- [What the task asks]
Only the lines containing the string "html" are needed; copy all of them from the listing.

----- Data for this task

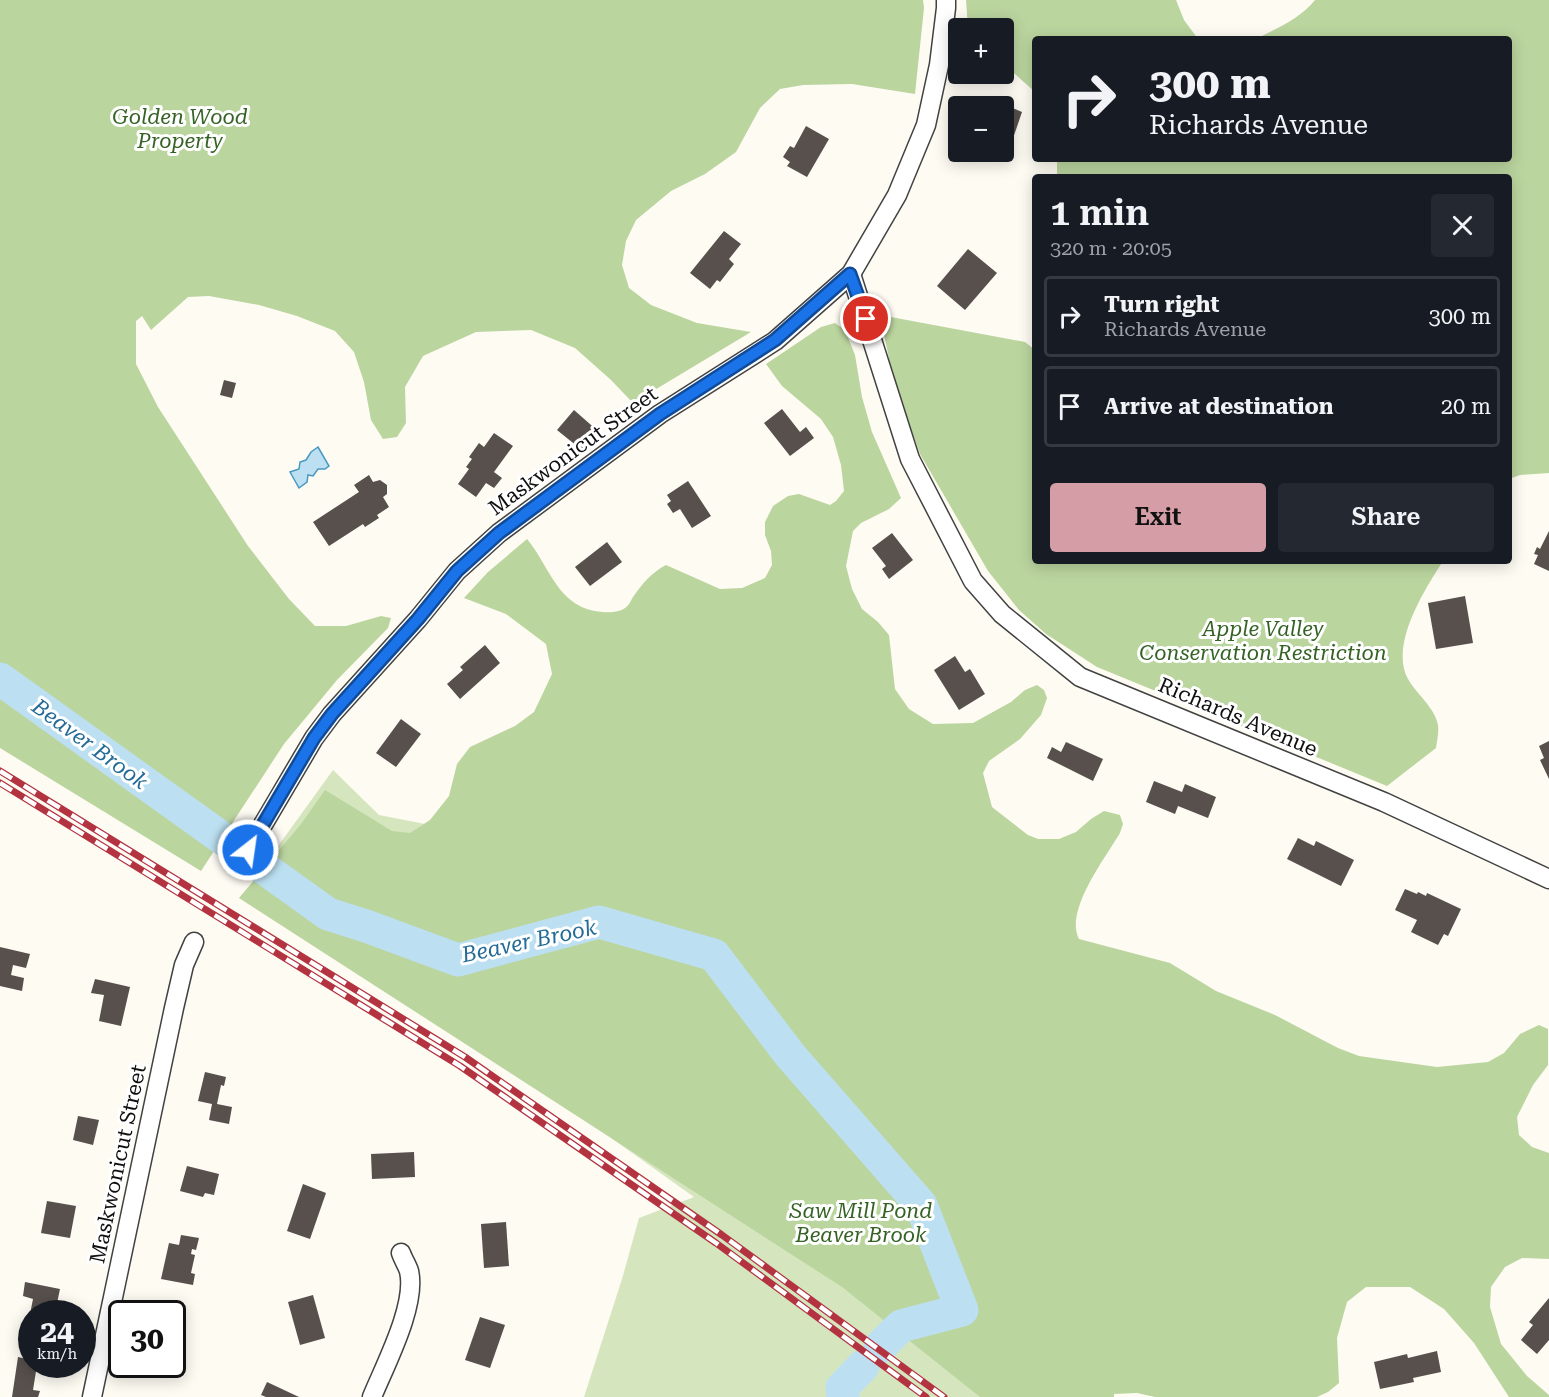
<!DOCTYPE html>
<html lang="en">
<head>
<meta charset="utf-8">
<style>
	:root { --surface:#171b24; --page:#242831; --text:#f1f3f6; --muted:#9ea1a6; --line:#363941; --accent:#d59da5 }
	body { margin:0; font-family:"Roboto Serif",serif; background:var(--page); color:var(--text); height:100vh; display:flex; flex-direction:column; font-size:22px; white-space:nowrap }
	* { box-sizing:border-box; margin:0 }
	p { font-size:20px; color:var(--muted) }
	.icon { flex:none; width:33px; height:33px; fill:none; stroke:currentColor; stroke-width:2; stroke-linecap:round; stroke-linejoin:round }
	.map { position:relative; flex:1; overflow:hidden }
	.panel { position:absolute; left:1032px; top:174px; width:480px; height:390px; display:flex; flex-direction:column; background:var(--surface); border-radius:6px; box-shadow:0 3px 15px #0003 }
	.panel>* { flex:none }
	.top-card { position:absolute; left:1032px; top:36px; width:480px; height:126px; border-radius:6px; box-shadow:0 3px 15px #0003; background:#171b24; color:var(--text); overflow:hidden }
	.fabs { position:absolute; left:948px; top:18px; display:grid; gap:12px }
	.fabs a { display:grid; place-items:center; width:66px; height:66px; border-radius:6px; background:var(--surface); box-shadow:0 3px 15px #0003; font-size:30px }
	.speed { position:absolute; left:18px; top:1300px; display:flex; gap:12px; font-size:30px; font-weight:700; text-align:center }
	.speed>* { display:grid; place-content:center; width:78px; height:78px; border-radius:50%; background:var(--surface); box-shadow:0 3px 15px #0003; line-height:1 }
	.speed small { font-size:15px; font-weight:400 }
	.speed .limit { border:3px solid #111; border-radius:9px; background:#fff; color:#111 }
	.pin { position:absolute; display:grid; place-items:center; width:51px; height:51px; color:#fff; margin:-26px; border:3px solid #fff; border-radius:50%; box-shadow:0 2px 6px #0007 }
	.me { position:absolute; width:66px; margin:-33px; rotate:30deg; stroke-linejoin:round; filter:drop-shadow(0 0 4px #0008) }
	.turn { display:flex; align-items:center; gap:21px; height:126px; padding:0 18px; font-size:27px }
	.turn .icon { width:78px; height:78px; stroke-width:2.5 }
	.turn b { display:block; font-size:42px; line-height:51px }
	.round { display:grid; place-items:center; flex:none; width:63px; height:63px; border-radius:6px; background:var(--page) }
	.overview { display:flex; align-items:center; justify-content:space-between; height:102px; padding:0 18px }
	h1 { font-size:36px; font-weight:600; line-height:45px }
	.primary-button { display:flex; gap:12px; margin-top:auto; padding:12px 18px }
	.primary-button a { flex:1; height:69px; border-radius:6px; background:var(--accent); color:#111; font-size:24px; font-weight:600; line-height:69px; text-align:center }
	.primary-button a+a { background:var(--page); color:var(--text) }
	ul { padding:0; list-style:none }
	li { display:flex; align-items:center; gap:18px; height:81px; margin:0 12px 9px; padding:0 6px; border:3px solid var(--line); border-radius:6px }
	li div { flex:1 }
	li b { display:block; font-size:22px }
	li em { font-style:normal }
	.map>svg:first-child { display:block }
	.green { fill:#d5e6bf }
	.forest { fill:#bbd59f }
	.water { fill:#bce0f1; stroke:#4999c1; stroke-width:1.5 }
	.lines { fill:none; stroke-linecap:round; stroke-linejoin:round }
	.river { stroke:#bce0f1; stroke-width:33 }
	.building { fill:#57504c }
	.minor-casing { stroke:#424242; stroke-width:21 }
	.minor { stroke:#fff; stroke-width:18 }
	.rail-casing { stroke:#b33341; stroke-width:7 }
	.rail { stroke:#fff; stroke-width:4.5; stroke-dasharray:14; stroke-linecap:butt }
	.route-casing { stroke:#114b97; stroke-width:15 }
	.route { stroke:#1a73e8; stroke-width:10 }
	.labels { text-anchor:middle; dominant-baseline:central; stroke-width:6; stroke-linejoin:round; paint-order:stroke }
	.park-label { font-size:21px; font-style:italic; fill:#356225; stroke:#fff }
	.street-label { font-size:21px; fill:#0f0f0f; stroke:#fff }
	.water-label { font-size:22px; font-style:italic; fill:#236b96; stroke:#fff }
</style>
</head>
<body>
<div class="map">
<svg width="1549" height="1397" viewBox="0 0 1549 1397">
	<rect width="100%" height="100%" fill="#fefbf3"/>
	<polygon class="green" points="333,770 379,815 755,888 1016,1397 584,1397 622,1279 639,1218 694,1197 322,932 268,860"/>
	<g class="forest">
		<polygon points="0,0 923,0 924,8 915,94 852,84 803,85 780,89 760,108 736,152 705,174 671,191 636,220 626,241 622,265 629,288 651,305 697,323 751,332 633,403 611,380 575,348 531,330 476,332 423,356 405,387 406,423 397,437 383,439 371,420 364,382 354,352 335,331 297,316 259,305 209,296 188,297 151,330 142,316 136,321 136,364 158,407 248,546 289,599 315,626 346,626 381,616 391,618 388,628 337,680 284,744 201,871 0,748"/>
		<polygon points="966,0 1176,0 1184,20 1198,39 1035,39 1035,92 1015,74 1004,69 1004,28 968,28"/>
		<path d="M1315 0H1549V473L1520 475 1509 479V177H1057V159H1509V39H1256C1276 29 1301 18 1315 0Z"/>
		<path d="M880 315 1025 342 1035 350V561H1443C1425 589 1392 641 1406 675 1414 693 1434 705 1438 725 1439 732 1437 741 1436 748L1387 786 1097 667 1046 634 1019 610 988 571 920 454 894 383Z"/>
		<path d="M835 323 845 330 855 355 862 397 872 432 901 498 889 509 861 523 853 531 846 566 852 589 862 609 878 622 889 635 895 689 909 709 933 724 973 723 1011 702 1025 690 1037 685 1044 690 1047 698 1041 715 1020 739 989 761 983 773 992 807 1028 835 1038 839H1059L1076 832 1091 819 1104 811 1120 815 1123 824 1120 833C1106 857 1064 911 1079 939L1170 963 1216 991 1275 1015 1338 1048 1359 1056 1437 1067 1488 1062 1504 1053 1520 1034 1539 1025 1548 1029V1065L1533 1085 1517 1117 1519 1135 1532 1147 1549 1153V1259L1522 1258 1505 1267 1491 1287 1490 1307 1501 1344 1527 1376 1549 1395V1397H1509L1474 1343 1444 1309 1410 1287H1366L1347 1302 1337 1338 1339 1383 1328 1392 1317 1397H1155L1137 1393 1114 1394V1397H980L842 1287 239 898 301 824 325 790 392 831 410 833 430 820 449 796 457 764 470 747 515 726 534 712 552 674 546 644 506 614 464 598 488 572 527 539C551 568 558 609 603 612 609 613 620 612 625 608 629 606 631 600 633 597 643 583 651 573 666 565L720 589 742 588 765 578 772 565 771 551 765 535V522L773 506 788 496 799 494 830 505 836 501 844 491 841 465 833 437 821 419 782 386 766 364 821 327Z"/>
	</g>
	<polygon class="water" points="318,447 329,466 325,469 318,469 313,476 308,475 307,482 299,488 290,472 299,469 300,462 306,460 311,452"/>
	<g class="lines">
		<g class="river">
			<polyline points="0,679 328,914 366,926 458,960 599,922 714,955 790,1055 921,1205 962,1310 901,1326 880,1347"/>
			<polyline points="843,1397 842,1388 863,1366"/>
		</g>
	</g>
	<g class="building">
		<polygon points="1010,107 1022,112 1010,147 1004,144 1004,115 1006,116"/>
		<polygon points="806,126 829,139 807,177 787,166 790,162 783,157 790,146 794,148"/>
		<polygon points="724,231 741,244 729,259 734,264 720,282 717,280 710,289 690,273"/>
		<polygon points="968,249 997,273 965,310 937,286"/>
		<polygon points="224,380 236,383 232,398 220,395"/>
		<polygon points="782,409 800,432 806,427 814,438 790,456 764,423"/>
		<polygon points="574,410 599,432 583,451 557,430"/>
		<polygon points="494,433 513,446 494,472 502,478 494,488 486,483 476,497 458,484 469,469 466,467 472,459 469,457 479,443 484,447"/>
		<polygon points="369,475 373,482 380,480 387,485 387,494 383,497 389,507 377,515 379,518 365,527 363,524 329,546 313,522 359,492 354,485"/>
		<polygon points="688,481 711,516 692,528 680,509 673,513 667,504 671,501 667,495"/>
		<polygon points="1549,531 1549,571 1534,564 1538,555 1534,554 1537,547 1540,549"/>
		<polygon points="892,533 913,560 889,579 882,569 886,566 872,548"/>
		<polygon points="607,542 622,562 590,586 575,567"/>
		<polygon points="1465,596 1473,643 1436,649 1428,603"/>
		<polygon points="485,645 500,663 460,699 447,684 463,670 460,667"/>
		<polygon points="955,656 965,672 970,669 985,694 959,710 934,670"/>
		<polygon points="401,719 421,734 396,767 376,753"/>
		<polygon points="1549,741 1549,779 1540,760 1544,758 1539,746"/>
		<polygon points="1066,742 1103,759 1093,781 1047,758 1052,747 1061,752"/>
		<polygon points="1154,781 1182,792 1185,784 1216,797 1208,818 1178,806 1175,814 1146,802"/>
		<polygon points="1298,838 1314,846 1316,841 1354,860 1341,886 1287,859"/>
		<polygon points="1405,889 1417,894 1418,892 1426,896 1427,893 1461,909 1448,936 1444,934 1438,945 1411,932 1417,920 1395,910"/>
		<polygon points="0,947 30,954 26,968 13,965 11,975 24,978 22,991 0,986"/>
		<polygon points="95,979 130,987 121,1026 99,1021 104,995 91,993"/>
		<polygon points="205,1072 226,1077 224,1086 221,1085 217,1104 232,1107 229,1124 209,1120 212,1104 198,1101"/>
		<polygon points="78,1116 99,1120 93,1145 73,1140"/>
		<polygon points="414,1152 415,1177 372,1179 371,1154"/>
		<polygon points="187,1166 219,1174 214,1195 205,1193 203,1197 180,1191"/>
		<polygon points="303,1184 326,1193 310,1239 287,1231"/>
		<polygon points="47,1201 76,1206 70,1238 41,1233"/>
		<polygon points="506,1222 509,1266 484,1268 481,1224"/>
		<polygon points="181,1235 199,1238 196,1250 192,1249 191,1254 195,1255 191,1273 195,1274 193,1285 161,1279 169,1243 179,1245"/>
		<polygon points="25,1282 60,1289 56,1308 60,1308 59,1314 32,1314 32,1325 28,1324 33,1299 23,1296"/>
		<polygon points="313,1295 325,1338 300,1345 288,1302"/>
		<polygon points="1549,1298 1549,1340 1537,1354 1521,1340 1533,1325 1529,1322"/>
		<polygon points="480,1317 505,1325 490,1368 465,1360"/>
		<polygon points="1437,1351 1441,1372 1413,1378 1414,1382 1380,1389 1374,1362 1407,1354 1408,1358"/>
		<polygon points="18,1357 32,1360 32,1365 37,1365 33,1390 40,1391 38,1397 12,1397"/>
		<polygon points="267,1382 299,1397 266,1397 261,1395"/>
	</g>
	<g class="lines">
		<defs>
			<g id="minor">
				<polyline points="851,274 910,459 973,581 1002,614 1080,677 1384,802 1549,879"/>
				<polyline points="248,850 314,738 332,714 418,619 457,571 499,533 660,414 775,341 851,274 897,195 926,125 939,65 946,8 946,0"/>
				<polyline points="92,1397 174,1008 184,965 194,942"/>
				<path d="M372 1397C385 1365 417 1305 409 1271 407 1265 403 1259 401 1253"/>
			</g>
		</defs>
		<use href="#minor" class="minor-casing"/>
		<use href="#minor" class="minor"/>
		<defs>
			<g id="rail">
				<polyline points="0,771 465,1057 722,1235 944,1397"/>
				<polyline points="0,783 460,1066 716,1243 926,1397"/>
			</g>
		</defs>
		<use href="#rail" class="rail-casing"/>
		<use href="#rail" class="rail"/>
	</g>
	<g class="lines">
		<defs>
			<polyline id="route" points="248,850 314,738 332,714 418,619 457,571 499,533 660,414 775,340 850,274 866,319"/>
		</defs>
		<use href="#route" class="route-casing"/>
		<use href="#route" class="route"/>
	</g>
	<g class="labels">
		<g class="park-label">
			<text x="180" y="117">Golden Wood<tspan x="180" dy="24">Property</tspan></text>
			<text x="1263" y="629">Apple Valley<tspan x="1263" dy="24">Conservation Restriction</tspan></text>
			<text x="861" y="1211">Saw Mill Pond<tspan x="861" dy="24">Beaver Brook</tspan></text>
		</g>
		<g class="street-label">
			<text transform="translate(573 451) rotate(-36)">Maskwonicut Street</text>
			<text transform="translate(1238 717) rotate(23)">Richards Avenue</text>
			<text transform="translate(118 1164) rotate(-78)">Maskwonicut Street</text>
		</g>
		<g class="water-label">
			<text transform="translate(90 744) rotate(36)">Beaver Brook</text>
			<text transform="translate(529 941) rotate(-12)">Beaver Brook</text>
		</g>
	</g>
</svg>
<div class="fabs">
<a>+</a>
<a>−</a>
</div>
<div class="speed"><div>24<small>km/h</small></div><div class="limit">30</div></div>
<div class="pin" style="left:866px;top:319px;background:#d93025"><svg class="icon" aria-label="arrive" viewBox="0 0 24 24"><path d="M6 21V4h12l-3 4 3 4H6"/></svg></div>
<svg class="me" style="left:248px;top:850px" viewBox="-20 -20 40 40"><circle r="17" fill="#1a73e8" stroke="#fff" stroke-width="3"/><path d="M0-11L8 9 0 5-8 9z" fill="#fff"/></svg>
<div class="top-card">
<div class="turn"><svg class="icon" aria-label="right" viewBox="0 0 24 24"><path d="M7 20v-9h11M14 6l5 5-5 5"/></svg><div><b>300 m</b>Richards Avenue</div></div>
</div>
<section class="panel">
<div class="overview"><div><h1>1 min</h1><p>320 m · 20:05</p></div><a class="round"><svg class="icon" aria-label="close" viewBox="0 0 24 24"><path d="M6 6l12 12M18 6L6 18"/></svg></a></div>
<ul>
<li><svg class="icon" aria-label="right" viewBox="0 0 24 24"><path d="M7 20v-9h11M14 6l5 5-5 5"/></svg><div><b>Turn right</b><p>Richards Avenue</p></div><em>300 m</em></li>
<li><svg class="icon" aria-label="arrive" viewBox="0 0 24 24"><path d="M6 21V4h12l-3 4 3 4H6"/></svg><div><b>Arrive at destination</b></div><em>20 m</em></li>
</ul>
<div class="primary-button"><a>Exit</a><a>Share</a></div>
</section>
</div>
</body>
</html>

----------
----- Data for this task

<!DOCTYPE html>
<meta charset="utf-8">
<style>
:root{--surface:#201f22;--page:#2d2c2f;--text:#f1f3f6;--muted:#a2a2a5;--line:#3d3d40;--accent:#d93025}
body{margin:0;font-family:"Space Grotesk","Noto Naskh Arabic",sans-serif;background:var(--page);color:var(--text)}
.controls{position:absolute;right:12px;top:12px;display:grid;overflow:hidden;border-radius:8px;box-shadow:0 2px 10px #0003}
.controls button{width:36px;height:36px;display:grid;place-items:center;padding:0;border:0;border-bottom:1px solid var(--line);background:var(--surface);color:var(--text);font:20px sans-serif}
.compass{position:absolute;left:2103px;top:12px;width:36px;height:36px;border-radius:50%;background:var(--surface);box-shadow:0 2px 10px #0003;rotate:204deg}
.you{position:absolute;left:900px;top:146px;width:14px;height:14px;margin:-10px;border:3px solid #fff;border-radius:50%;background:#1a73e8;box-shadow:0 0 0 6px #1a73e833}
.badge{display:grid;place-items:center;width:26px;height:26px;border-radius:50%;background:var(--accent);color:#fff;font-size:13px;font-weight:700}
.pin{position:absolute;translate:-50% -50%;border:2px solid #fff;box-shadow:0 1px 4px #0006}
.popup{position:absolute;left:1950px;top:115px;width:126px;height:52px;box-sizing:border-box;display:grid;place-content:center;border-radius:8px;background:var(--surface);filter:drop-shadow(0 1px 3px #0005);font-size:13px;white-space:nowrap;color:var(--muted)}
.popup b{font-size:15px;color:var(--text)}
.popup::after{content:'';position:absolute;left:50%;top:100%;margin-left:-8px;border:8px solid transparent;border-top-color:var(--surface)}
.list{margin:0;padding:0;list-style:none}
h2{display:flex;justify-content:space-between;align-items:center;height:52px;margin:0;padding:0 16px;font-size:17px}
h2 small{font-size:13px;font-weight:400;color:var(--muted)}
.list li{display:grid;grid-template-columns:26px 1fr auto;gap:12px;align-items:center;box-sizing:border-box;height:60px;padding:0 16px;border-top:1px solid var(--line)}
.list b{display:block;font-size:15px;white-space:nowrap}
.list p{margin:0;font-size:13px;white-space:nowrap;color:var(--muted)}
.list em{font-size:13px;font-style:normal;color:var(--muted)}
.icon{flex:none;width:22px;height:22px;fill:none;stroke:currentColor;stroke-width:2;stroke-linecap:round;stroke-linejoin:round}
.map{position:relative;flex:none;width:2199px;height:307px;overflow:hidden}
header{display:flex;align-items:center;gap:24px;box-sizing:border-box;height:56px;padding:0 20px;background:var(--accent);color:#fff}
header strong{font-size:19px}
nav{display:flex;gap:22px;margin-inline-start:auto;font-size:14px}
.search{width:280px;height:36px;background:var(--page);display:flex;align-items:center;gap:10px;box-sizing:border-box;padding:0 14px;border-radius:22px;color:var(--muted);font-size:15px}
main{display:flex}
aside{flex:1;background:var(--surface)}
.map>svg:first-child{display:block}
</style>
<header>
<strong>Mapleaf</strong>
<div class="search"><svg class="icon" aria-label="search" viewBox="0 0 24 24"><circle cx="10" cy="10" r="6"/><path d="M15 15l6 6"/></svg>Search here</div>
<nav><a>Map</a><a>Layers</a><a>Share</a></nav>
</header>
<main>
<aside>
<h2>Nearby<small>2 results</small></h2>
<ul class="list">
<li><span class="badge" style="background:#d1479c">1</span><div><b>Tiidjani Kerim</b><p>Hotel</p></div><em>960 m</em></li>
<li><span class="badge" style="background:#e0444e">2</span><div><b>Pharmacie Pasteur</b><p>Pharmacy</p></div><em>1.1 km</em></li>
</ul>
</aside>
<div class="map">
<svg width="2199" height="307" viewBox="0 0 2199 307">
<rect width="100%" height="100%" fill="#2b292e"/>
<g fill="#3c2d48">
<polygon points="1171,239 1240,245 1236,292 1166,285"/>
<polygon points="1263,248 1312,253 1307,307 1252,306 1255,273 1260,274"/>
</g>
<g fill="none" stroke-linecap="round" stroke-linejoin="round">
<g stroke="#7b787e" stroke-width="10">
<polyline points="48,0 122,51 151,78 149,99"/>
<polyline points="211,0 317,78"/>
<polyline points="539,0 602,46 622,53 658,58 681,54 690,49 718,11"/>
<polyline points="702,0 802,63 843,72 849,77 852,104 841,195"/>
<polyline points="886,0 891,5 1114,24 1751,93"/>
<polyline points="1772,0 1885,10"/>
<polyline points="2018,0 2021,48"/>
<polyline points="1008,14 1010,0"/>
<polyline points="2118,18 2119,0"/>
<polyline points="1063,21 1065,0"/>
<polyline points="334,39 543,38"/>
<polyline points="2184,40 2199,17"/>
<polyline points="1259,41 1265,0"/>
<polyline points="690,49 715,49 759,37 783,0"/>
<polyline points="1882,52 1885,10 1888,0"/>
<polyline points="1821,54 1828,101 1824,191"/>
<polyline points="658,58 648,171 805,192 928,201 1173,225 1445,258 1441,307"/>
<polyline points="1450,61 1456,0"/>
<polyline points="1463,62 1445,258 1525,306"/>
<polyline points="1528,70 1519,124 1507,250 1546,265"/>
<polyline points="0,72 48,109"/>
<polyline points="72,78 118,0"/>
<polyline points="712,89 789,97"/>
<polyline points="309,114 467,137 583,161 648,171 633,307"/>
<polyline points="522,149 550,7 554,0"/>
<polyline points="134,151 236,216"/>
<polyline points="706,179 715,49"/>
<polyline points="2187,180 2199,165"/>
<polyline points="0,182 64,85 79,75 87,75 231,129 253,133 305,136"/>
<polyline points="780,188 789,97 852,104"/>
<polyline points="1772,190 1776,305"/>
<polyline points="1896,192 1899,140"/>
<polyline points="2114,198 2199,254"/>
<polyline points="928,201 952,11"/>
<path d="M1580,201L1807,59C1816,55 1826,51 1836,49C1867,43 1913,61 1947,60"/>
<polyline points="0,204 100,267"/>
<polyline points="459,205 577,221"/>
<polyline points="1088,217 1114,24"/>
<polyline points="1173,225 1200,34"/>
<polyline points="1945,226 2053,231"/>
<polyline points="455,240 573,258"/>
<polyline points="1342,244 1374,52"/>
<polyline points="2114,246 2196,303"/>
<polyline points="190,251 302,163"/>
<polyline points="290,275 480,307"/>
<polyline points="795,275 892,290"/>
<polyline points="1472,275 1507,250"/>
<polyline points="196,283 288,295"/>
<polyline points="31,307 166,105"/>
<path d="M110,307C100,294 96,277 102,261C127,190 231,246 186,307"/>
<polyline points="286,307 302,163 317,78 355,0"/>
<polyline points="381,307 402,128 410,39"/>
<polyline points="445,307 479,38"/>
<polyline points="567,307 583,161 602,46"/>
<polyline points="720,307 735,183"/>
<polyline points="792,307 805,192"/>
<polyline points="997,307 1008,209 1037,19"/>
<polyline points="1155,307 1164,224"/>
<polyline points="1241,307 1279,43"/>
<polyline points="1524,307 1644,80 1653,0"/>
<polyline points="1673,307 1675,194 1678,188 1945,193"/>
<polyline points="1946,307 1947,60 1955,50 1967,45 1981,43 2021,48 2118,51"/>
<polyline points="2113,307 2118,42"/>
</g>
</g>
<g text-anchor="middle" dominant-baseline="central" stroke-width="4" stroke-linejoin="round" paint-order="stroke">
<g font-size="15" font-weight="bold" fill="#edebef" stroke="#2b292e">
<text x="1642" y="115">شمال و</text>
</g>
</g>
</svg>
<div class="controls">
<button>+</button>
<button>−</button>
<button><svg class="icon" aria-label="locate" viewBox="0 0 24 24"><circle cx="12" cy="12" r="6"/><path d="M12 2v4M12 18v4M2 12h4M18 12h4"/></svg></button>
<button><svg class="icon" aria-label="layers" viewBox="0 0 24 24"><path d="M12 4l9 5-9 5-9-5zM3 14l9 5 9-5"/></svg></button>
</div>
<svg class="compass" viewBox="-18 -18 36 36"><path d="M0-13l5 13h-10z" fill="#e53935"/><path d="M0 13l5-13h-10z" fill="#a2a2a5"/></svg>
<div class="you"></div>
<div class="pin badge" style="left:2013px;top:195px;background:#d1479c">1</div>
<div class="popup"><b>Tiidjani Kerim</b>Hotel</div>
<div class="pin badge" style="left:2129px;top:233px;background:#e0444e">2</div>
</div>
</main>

----------

- [Written response]
<!DOCTYPE html>
<html lang="en">
</html>
<!DOCTYPE html>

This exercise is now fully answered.